Interconnector Watch: Thursday 21 May 2026
At 06:35 AEST, the Queensland-New South Wales Interconnector (QNI) is the sole binding constraint across the NEM. QNI is exporting 534.61 MW from NSW into Queensland — sitting exactly at its import limit of -534.61 MW — meaning the interconnector is fully congested in this direction. This binding condition is directly reflected in the regional price spread: NSW clears at $125.25/MWh while Queensland sits $26.44/MWh lower at $98.81/MWh. Absent the constraint, arbitrage flows would compress that spread; instead, QLD is effectively isolated at the margin from higher-priced NSW supply.
The VIC-NSW interconnector (Heywood's northern counterpart) is carrying 523.85 MW northbound from Victoria into NSW, utilising 38.5% of its 1,360.44 MW export capacity — well clear of its limit and not binding. This flow is consistent with Victoria's $110.50/MWh price sitting below NSW's $125.25/MWh, with the interconnector providing meaningful arbitrage. Heywood (V-SA) is flowing 102 MW from SA into Victoria — a reversal of the more typical VIC-to-SA direction — at 19% of its 536.43 MW import capacity. SA's $103.44/MWh price undercuts Victoria's, which explains the westward-to-eastward pull. Neither interconnector is binding.
Murraylink (V-S-MNSP1) remains severely curtailed following an unplanned outage at the Redcliffs converter station first notified on 16 May, with constraint set I-ML_ZERO still active. The interconnector is carrying just -9 MW (SA to VIC direction), essentially at zero — consistent with the outage notice and well within its nominal ±89 MW capability.
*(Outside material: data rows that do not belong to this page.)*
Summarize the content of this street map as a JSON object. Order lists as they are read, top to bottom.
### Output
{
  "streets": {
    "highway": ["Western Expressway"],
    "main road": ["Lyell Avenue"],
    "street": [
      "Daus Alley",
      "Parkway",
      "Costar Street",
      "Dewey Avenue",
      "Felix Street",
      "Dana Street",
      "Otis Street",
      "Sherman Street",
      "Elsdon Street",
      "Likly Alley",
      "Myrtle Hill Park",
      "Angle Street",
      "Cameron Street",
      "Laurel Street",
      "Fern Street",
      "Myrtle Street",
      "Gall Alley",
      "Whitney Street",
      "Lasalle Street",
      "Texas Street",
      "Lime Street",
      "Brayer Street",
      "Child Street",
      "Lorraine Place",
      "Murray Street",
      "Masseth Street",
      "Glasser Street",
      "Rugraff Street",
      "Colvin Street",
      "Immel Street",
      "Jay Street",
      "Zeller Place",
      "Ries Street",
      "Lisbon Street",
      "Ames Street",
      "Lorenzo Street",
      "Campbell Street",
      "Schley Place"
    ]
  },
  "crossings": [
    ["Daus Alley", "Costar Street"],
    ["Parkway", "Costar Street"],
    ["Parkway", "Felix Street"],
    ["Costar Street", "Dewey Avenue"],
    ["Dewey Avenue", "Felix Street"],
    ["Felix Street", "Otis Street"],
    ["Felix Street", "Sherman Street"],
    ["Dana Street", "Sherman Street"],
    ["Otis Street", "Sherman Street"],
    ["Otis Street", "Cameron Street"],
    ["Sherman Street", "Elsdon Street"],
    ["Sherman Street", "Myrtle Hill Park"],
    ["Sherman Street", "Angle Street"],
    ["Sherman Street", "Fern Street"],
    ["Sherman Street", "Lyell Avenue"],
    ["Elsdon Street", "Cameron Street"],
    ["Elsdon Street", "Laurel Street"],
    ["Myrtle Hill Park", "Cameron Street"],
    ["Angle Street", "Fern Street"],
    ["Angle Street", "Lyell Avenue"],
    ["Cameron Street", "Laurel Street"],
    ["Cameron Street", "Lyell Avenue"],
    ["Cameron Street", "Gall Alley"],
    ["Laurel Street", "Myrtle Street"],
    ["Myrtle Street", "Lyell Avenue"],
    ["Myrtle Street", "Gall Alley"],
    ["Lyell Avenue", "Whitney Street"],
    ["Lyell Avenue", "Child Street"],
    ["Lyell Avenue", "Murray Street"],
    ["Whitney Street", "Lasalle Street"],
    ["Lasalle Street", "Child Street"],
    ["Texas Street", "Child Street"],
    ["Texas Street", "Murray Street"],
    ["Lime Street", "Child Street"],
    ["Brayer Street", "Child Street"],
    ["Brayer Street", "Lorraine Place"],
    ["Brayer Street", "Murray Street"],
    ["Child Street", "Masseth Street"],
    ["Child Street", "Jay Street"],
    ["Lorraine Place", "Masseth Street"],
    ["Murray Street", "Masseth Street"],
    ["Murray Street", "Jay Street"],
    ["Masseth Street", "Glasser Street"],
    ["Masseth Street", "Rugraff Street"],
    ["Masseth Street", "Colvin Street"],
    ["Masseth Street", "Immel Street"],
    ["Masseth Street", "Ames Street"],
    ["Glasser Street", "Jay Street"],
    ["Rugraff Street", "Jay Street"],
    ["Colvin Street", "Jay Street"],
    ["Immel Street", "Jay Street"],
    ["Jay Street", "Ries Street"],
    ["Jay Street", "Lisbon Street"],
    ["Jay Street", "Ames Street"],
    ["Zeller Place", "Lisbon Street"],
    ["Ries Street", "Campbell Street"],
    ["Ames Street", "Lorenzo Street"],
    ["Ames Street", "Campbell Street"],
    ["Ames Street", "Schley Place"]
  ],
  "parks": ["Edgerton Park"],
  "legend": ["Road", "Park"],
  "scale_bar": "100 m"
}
Basslink (T-V-MNSP1) is at a dead stop, flowing 0 MW between Tasmania and Victoria. Tasmania clears at $105.18/MWh against Victoria's $110.50/MWh, a $5.32/MWh spread that would ordinarily attract northbound flows, but Basslink's zero flow suggests either an operational restriction or scheduling decision this interval.
An active constraint notice (V-SMTX_F_R, issued 20 May) covers the South Morang F2 500/330 kV transformer outage, scheduled to clear at 17:00 AEST today. This constraint set directly caps transfer limits on VIC1-NSW1, V-SA, V-S-MNSP1, and T-V-MNSP1 simultaneously. Traders should watch for limit relaxation on VIC1-NSW1 and V-SA post-17:00 AEST, which could shift the VIC-NSW flow pattern and compress the NSW-VIC price spread. VicGrid's separately noticed increase in Victoria's maximum generation contingency size from 600 MW to 750 MW provides marginally more headroom for dispatch in south-west Victoria under outage conditions — relevant context for any afternoon position changes after the South Morang transformer returns to service.